In the background, Apple has been actively coaching developers on how to design for Liquid Glass, nudging them toward layouts and visual treatments that take advantage of translucency instead of fighting it. The company’s design documentation and WWDC sessions frame Liquid Glass as a system-wide material, not just a theme, with guidelines on how to layer content, when to blur, and how to keep important text readable over complex backgrounds. The transparency slider adds an extra variable to that equation, but in practice, it is likely that the system will handle most of the heavy lifting, allowing third-party apps to inherit the right level of blur and tint automatically.

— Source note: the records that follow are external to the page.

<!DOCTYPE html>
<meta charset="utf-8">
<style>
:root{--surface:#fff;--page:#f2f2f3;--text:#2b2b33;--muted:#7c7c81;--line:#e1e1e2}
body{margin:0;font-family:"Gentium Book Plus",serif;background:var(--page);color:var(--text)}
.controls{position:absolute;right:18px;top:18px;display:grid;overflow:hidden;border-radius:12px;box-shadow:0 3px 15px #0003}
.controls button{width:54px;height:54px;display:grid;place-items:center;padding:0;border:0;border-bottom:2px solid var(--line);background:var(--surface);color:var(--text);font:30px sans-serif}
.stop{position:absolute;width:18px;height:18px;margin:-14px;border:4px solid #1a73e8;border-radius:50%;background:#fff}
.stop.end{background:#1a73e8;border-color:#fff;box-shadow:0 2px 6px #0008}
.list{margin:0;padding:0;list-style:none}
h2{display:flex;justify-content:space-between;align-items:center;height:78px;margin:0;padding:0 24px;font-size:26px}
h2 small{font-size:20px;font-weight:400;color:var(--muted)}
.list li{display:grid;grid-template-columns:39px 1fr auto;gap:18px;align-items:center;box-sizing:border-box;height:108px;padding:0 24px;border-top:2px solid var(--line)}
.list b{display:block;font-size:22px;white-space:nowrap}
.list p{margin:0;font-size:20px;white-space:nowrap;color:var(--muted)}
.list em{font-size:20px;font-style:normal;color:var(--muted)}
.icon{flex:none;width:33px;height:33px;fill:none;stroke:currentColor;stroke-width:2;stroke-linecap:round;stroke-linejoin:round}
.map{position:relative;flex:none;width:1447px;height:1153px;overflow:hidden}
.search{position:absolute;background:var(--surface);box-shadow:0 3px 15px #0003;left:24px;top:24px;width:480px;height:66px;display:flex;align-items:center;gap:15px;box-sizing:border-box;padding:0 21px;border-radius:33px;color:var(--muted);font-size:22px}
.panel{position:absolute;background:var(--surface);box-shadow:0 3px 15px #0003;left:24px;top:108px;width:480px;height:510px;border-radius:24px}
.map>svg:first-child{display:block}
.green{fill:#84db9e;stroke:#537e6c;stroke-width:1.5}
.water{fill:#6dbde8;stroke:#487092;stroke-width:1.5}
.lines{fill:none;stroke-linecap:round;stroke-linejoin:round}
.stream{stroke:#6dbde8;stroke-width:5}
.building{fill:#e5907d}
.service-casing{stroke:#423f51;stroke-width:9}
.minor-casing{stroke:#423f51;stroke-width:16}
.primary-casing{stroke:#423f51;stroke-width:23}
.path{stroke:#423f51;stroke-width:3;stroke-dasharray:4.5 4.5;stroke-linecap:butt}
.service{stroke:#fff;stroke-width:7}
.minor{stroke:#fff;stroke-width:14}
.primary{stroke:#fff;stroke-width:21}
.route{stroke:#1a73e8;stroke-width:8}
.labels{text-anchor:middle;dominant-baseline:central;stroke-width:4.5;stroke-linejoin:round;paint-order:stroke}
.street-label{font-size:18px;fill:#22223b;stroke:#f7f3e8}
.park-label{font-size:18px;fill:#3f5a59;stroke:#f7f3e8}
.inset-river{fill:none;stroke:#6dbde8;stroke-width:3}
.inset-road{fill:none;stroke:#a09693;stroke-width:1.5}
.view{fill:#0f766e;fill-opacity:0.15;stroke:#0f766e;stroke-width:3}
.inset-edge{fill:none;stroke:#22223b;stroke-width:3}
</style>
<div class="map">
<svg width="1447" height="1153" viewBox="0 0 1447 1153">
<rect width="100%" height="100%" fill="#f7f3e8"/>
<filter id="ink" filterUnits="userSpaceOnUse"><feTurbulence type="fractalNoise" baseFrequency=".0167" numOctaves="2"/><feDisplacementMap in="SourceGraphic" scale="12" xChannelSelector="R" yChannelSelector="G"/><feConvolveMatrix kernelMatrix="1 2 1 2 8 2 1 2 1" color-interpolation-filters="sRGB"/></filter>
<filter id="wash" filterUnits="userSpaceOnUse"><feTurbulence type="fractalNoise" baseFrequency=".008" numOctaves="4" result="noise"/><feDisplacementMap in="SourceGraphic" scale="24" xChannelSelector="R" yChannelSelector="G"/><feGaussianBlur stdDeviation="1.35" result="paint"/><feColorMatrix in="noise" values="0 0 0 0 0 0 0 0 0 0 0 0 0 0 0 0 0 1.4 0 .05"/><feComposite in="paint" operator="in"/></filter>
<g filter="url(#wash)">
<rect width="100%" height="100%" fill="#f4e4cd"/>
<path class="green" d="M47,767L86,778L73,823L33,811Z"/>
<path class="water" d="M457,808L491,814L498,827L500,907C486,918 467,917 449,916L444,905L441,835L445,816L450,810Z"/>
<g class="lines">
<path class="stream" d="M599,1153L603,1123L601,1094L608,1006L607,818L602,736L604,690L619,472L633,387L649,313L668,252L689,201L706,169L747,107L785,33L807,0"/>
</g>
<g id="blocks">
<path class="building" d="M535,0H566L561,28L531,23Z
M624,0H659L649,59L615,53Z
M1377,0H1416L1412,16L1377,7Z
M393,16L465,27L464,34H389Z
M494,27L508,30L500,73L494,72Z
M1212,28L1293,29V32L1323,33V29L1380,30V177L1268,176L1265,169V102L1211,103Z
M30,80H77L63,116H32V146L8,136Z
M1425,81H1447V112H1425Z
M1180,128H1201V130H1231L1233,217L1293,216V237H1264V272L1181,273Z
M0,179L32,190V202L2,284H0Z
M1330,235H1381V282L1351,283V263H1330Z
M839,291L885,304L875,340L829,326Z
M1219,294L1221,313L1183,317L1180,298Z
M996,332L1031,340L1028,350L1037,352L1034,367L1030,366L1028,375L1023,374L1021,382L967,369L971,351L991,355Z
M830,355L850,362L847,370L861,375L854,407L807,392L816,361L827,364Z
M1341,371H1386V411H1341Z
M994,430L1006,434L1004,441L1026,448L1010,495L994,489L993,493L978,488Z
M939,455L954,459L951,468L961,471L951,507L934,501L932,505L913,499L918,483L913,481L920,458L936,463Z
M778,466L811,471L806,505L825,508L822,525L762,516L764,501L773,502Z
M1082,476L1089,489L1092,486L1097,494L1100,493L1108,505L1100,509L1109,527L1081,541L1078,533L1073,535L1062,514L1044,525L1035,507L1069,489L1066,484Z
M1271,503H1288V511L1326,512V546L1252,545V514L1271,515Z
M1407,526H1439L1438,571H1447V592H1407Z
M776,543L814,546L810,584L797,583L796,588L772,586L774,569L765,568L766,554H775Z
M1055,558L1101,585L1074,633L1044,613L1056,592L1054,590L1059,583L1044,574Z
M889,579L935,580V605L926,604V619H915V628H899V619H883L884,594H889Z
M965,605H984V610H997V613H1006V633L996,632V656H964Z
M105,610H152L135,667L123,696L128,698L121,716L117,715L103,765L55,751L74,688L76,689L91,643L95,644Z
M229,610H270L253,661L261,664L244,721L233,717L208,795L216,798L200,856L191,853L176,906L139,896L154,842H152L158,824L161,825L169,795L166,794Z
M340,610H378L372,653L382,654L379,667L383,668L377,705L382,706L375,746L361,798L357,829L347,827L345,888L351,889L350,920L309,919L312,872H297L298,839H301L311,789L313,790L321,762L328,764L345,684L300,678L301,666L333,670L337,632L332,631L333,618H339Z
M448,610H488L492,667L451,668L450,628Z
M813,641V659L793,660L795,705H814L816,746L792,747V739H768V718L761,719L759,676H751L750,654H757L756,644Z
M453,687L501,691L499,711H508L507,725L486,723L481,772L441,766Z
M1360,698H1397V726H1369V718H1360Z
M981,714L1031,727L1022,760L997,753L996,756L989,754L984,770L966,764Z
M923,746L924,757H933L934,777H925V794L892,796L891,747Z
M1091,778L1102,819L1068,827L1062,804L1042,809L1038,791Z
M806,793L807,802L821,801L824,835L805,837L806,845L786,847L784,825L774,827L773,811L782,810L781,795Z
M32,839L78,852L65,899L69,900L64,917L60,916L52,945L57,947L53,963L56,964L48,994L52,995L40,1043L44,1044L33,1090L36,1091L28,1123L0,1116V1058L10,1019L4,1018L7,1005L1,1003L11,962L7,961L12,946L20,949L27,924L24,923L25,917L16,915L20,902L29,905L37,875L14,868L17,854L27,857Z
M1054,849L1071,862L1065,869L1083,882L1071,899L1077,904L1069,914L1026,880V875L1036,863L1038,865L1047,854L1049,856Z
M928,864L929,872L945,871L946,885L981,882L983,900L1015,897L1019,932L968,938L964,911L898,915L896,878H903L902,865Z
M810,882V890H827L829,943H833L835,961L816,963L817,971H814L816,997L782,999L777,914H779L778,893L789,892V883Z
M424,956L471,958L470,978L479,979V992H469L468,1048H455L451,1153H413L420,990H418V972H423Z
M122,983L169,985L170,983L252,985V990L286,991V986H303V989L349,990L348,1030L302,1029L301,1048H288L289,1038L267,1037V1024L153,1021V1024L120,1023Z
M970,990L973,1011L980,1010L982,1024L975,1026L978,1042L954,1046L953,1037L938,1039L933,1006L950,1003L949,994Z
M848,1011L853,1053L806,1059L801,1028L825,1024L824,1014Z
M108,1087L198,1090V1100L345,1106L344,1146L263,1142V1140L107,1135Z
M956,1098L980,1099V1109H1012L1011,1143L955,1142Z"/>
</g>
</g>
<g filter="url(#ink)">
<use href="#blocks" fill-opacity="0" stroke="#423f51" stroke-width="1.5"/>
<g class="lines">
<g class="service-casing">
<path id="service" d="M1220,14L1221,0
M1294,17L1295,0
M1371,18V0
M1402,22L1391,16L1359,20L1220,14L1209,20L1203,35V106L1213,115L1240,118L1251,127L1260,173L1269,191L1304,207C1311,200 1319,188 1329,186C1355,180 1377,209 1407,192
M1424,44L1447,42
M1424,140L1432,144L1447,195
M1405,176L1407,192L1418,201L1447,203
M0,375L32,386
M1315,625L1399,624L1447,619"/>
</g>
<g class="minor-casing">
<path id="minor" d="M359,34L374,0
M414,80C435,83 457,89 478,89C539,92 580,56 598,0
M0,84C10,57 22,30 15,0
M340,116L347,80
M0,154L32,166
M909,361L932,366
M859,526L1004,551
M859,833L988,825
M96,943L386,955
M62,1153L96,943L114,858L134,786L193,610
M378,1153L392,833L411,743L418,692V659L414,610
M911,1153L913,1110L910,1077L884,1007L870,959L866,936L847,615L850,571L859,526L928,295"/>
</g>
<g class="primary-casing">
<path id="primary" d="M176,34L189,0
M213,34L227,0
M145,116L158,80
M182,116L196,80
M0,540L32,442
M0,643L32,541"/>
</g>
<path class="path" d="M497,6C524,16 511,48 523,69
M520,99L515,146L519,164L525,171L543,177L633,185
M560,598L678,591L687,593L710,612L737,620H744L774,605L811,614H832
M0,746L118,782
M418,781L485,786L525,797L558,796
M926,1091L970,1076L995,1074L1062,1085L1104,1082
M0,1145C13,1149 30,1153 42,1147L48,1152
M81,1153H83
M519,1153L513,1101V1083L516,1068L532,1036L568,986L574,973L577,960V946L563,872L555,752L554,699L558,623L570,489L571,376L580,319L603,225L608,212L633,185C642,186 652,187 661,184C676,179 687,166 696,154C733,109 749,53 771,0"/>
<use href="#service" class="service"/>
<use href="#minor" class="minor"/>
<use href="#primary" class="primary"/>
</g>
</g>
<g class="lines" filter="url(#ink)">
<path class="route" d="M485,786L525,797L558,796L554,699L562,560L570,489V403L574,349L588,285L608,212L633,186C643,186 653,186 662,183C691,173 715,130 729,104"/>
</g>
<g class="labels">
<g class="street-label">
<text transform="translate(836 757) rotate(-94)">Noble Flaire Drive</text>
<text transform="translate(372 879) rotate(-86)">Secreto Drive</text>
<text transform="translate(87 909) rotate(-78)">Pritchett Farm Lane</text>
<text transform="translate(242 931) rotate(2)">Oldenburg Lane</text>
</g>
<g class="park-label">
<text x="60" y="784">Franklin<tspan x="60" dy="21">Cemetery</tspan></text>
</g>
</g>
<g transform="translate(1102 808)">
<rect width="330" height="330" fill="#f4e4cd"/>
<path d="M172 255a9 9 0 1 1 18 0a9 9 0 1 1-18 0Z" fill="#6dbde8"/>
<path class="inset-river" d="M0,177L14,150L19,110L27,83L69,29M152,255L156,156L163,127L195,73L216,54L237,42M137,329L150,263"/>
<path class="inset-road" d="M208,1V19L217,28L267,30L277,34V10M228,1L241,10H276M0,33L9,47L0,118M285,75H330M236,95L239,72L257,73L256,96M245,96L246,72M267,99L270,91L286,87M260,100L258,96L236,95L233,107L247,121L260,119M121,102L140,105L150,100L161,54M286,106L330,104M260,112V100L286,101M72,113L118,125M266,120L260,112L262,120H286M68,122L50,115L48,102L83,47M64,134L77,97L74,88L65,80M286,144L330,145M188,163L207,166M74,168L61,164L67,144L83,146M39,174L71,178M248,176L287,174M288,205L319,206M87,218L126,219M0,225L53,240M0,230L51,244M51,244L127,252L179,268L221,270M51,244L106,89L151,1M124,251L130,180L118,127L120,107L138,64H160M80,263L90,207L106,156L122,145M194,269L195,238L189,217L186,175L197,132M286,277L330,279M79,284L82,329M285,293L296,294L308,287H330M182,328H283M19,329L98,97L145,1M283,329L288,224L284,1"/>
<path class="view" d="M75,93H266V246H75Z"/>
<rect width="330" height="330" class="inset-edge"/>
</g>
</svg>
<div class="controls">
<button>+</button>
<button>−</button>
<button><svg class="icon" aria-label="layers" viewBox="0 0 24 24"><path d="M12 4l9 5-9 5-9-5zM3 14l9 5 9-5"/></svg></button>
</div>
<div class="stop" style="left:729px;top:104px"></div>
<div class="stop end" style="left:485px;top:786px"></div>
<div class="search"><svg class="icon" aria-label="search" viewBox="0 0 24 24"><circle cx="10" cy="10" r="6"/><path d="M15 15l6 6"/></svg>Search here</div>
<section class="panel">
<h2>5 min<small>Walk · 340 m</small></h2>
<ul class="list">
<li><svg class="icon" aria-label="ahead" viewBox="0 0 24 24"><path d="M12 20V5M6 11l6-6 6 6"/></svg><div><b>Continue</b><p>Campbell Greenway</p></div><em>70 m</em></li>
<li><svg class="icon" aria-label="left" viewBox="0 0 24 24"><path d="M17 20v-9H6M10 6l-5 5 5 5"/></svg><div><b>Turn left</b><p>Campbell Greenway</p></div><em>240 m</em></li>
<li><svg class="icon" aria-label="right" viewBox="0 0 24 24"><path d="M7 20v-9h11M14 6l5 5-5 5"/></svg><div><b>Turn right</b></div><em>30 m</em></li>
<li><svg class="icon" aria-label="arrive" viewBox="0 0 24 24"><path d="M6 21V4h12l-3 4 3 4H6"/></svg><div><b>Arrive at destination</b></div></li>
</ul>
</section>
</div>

Zooming out, this announcement is small in word count but big in what it signals. For years, Apple has been accused of taking a “take it or leave it” attitude to visual design, leaving power users to hack around decisions with terminal commands, third-party tools, or deep accessibility settings. The Liquid Glass changes are not a complete reversal of that philosophy, but they are a sign that the company is more comfortable exposing knobs for core aesthetics when the stakes are high enough. At the same time, Apple is clearly not backing away from its conviction that Liquid Glass is the future of its platforms; it is refining the material and giving people more ways to live with it day to day.

If you have spent the last year longing for opaque sidebars and more readable icons, the new slider will probably go all the way to the “frosted” end the moment you install the update. If you are one of the fans who wanted even more of that shimmering, glass-on-glass futurism, you now get to push hard in the other direction. Either way, Apple’s message with this tweak is simple: Liquid Glass is not a phase. It is the new default look of Apple software – but for once, how bold that default feels is something you can decide for yourself.